Мы можем только догадываться, что г. Мантейфель смотрит несколько свысока на роль скромного переводчика, который имеет прежде всего в виду познакомить как можно ближе, сколько позволяют его силы, с избранным им подлинником, читателей, лишенных возможности узнать сочинение в оригинале. Г-н Мантейфель, по-видимому, ценит свою самобытность больше, чем достоинства переводимого им поэта. Иначе нечем объяснить этого неуважения к смыслу и тону подлинника. Но в таком случае к чему переводить? Не лучше ли самому сочинять? Тогда не для чего было бы насиловать себя, как это делает иногда г. Мантейфель. Например, желая сохранить находящиеся в подлиннике слова «в июне», переводчик не может приискать к нему порядочной рифмы и ставит «юны». Это выходит уж крайне плохо.
Вообще в стихе г. Мантейфеля нет ни свежести, ни силы, а без этих качеств невообразимы стихи Гейне. Приведем, для подкрепления своих слов, два-три примера.
Вот, например, известная своею романтическою музыкальностью песня.
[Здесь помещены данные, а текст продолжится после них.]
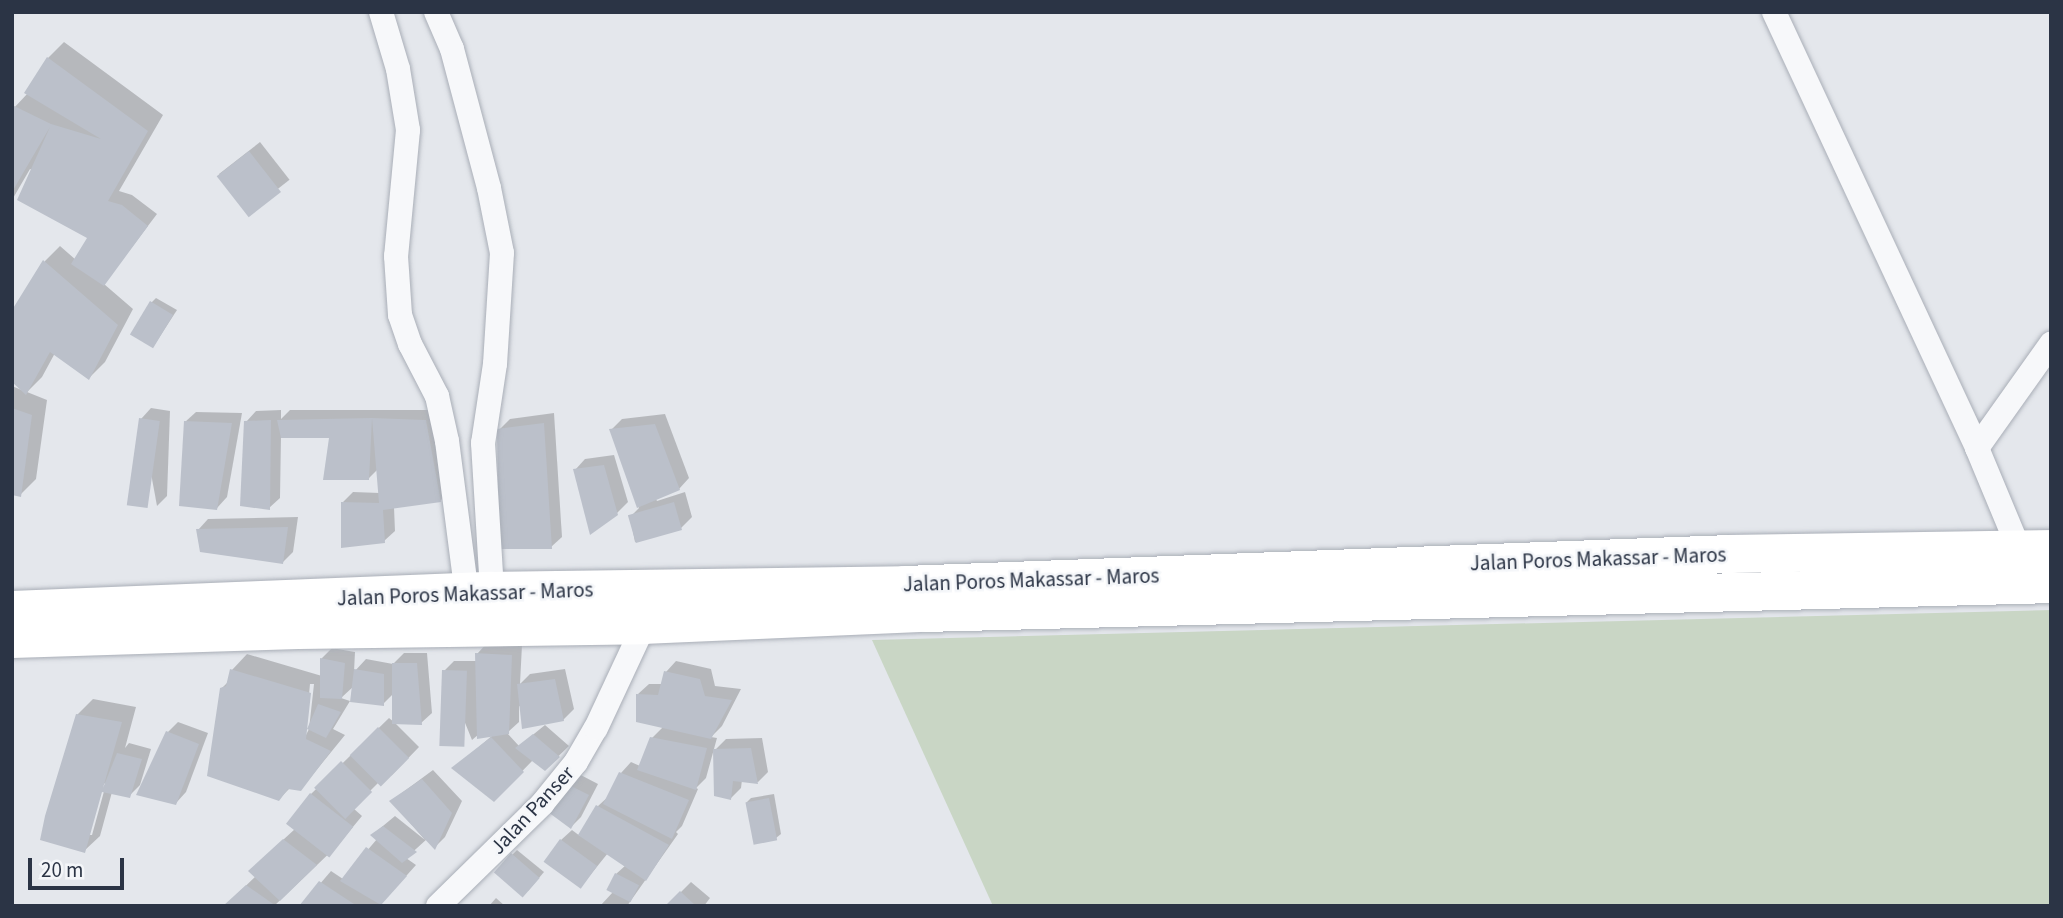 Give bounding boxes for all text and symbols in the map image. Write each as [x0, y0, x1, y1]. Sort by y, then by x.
street label: Jalan Poros Makassar - Maros [1469, 542, 1727, 576]
street label: Jalan Poros Makassar - Maros [902, 563, 1160, 597]
street label: Jalan Poros Makassar - Maros [336, 577, 594, 611]
street label: Jalan Panser [485, 761, 579, 859]
scale bar [32, 844, 128, 888]
text: 20 m [41, 855, 83, 885]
Ich lieb' eine Blume, doch weiss ich nicht welche,
Das macht mir Schmerz.
Ich schaue in alle Blumenkelche,
Und such' ein Herz.
Die Blumen duften im Abendscheine,
Die Nachtigall schlägt.
Ich such' ein Herz so schön wie das meine,
So schon bewegt.
Die Nachtigall schlägt, und ich verstehe
Den siissen Gesang.
Uns beiden wird so bang und wehe,
So wen' und bang. {*}
{* <Я люблю цветок, но не знаю какой; это причиняет мне боль. Я заглядываю в чашечки всех цветов и ищу сердце. Цветы благоухают в лучах заката, соловей щелкает. Я ищу сердце такое же прекрасное, как мое, так же встревоженное. Соловей щелкает, и я понимаю сладостную песню. И обоим становится так страшно и больно, так больно и страшно (нем.).>}
Предупреждаем, что перевод этого стихотворения принадлежит к числу наиболее верных в книжке г. Мантейфеля. Вот он:
Люблю я цветочек, не знаю который,
Хожу и грущу,
И в чашечку их (кого?) обращаю я взоры,
И сердца живого ищу.
Цветы аромат льют в вечернем сияньи,
Поют соловьи, —
И сердца ищу я во всяком созданьи
С таким же избытком любви.
Поет соловей, и душой моей чуткой
Я понял его;
Обоим нам стало так грустно и жутко;
Мой ангел! скажи, отчего?
Здесь, как вы видите, на каждом шагу прибавки, изменяющие и смысл подлинника (как в третьем стихе второй строфы и в последнем), и чрезвычайную простоту самого выражения, как в первом куплете. Поэзии не осталось и в помине.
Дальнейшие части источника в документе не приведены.